> The task: Where a record holds a picture, leave the picture out; otherwise repeat every record exactly.

(Data excerpts begins)

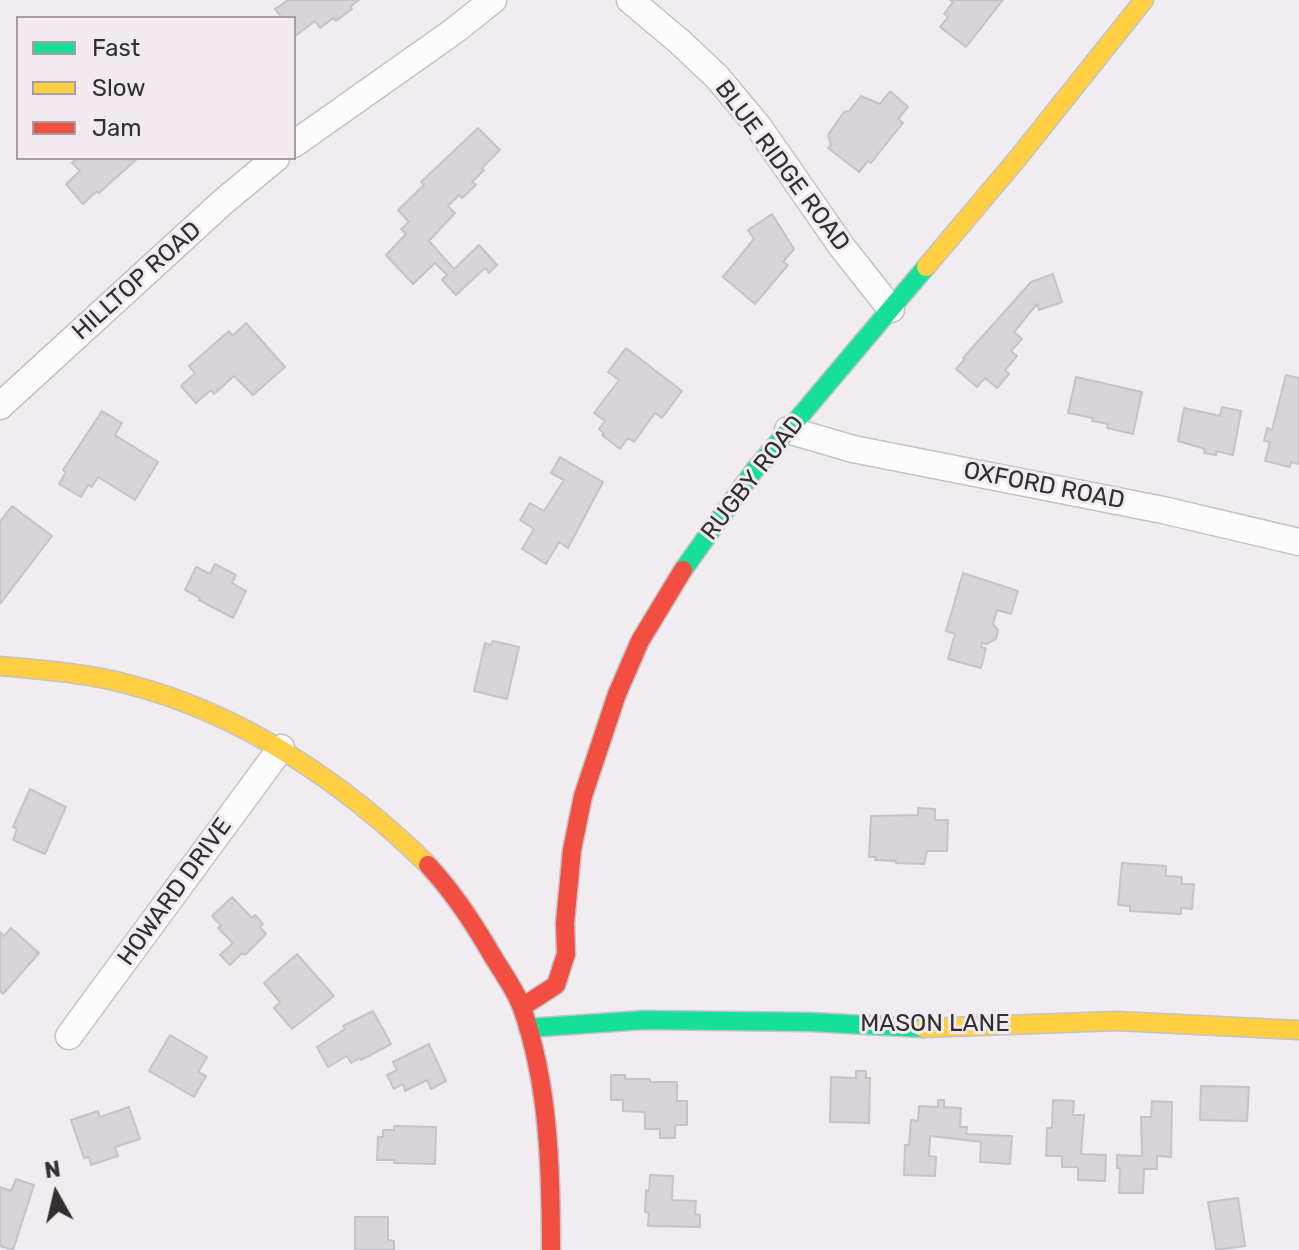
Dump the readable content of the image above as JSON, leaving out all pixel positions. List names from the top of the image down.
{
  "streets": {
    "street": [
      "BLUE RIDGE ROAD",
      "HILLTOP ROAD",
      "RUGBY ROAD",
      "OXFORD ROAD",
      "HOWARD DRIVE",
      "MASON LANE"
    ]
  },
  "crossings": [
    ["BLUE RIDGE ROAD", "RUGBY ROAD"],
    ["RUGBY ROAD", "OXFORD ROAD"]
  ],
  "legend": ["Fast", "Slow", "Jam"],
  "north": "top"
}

(Data excerpts ends)

> Answer to the exercise:
Dump the readable content of the image above as JSON, leaving out all pixel positions. List names from the top of the image down.
{
  "streets": {
    "street": [
      "BLUE RIDGE ROAD",
      "HILLTOP ROAD",
      "RUGBY ROAD",
      "OXFORD ROAD",
      "HOWARD DRIVE",
      "MASON LANE"
    ]
  },
  "crossings": [
    ["BLUE RIDGE ROAD", "RUGBY ROAD"],
    ["RUGBY ROAD", "OXFORD ROAD"]
  ],
  "legend": ["Fast", "Slow", "Jam"],
  "north": "top"
}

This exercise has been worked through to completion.